Je ziet hier de rechthoekige driehoek `ABC` met `BC = a = 4` en `AC = b = 3` en `/_C = 90^@` .
Bereken de lengte van de hypotenusa `AB` .
De stelling van Pythagoras met `AB = c` geeft:
`4^2 + 3^2 = c^2`
`16 + 9 = 25 = c^2`
zodat `c = sqrt(25) = 5` .
Merk op dat de kwadraten van de gegeven rechthoekszijden worden opgeteld. Vierkanten op de zijden tekenen is niet nodig.
Bekijk de figuur in Voorbeeld 1 nog eens. In deze rechthoekige driehoek is de hypotenusa steeds zijde `AB` .
Neem `AC = 6` en `BC = 4` en bereken `AB` . Laat de wortel in het antwoord staan.
Oefen dit (samen met een medeleerling) voor andere waarden van `AC` en `BC` .

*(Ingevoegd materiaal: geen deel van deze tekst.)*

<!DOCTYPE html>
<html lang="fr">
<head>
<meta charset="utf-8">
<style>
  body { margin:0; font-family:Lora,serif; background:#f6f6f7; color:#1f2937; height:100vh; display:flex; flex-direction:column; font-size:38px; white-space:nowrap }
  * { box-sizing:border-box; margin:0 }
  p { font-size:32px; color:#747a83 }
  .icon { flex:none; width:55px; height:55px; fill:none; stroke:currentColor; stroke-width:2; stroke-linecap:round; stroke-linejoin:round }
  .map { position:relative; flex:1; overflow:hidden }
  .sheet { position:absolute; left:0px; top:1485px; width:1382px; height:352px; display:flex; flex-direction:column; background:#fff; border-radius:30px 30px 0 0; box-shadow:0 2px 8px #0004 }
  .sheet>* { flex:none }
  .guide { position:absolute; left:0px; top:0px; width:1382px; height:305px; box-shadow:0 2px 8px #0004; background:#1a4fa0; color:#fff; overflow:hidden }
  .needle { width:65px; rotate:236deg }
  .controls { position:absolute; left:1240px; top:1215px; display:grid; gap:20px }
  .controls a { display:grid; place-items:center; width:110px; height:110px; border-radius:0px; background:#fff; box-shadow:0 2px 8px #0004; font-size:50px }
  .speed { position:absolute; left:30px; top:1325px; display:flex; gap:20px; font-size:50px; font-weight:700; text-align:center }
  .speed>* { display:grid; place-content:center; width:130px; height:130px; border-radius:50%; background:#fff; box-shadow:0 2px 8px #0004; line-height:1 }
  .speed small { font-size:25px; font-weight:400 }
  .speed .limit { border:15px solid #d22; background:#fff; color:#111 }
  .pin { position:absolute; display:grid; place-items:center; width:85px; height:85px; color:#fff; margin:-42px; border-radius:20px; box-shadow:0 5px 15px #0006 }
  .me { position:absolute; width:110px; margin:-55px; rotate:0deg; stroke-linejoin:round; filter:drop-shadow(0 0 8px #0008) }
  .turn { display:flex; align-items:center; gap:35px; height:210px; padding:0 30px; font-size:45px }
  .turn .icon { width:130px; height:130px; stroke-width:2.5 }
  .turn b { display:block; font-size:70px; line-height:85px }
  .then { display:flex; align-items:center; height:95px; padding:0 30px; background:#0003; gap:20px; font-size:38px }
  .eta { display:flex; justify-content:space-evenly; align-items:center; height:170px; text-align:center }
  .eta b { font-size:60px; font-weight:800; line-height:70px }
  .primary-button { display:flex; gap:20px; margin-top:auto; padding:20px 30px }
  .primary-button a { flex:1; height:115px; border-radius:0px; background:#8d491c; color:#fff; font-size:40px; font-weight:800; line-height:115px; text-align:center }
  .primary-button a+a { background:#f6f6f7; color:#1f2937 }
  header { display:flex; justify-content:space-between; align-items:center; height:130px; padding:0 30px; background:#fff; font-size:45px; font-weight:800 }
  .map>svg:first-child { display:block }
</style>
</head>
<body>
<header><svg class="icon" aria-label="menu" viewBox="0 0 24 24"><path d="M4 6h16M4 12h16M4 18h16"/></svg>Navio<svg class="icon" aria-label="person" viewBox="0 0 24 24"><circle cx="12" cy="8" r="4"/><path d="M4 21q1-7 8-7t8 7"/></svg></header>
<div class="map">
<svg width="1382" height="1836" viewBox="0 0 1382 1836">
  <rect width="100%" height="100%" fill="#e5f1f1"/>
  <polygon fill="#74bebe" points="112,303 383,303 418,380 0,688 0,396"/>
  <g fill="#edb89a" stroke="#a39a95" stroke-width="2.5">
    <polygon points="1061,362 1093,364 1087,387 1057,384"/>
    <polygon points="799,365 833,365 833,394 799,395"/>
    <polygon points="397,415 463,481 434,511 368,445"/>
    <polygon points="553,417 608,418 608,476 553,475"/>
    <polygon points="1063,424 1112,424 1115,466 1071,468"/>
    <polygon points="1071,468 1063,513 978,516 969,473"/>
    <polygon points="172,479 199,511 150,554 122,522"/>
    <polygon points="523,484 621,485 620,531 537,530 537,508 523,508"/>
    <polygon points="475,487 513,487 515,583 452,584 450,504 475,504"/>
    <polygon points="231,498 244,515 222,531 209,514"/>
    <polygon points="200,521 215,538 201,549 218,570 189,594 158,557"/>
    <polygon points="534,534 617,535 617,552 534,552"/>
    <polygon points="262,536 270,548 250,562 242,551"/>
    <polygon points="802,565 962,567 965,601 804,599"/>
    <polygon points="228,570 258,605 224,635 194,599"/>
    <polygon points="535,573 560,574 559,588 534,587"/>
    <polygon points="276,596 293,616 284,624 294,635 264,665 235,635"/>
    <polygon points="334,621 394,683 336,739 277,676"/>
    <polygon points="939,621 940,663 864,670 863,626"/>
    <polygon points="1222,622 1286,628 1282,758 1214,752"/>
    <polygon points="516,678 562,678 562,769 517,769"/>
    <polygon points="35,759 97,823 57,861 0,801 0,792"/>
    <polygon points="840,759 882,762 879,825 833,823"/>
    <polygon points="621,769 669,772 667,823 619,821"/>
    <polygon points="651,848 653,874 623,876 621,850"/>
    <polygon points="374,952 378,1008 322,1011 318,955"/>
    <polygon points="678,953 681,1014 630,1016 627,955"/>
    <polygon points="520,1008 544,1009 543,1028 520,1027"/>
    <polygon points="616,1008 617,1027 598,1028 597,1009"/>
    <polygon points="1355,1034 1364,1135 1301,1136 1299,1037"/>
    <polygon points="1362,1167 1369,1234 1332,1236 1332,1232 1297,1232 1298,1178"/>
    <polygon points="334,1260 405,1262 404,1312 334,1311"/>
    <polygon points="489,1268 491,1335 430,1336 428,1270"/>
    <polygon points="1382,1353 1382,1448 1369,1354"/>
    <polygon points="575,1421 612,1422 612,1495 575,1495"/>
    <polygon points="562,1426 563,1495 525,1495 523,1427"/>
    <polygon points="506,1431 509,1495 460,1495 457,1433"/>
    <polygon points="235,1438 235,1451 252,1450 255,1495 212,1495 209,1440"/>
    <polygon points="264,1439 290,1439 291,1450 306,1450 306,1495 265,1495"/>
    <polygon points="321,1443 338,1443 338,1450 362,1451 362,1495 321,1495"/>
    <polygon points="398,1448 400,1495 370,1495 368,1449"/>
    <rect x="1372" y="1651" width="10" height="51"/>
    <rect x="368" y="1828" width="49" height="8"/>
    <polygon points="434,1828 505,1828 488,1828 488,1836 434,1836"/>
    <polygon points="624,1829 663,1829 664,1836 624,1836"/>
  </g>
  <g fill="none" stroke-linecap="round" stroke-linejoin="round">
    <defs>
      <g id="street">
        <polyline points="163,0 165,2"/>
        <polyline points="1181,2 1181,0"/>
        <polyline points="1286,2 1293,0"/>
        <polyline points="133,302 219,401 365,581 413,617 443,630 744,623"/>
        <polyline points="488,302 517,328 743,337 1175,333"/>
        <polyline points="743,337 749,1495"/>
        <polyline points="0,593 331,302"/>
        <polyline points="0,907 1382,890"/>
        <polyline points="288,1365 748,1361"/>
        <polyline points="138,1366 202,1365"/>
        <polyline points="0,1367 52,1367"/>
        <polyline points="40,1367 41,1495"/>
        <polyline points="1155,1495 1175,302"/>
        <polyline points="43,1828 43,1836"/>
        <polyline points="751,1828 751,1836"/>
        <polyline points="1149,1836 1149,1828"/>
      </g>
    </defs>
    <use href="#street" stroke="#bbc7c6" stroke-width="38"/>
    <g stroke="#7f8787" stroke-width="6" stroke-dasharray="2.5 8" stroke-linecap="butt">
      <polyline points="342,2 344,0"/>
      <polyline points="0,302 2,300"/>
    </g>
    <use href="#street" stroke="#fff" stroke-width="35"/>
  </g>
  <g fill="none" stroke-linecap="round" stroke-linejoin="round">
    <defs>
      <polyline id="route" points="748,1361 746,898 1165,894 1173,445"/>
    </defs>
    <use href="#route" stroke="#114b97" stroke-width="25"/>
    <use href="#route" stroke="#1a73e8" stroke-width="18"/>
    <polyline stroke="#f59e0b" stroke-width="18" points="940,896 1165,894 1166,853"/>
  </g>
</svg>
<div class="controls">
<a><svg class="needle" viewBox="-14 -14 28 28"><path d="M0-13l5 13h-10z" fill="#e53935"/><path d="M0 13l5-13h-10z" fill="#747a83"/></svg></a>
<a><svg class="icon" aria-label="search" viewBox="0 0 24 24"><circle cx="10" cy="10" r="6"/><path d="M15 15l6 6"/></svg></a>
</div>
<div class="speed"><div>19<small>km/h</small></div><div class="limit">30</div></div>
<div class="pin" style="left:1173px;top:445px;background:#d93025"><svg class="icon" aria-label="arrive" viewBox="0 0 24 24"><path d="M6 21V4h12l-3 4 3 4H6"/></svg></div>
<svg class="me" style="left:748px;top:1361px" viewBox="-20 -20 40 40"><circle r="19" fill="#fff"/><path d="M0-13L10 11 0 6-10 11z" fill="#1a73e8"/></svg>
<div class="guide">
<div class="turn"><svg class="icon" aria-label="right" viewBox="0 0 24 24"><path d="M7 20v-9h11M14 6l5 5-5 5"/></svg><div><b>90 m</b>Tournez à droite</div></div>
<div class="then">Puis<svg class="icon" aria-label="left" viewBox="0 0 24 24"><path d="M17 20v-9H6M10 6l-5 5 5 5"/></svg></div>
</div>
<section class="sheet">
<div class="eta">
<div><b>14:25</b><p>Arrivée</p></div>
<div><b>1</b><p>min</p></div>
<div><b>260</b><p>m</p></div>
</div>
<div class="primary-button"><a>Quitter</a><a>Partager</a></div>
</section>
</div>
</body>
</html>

Van een rechthoekige driehoek `PQR` met `∠Q = 90^@` is `PQ = 18` cm en `QR = 30` cm. Neem als hypotenusa `PR` .
Schets deze driehoek en schat de lengte van `PR` .
Bereken de lengte van `PR` met behulp van de stelling van Pythagoras in twee decimalen nauwkeurig.
Hier zie je drie rechthoekige driehoeken.
Bereken in elke driehoek de exacte lengte van de hypotenusa.